Listed records
= Beginning of Section =
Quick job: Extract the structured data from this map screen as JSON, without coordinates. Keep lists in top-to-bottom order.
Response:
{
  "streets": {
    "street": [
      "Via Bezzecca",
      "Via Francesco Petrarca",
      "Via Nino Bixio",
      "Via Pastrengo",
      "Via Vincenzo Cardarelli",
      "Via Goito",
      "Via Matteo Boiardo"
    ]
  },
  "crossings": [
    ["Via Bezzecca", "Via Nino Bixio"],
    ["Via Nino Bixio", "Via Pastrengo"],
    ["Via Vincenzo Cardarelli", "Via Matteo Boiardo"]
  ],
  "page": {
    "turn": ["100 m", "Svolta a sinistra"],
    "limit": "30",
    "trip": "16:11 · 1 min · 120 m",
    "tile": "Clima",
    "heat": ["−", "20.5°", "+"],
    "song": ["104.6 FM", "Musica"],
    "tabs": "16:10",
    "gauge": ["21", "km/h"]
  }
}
= End of Section =
Action item
Every record shown above should be given back exactly.

Finished exercise
Quick job: Extract the structured data from this map screen as JSON, without coordinates. Keep lists in top-to-bottom order.
Response:
{
  "streets": {
    "street": [
      "Via Bezzecca",
      "Via Francesco Petrarca",
      "Via Nino Bixio",
      "Via Pastrengo",
      "Via Vincenzo Cardarelli",
      "Via Goito",
      "Via Matteo Boiardo"
    ]
  },
  "crossings": [
    ["Via Bezzecca", "Via Nino Bixio"],
    ["Via Nino Bixio", "Via Pastrengo"],
    ["Via Vincenzo Cardarelli", "Via Matteo Boiardo"]
  ],
  "page": {
    "turn": ["100 m", "Svolta a sinistra"],
    "limit": "30",
    "trip": "16:11 · 1 min · 120 m",
    "tile": "Clima",
    "heat": ["−", "20.5°", "+"],
    "song": ["104.6 FM", "Musica"],
    "tabs": "16:10",
    "gauge": ["21", "km/h"]
  }
}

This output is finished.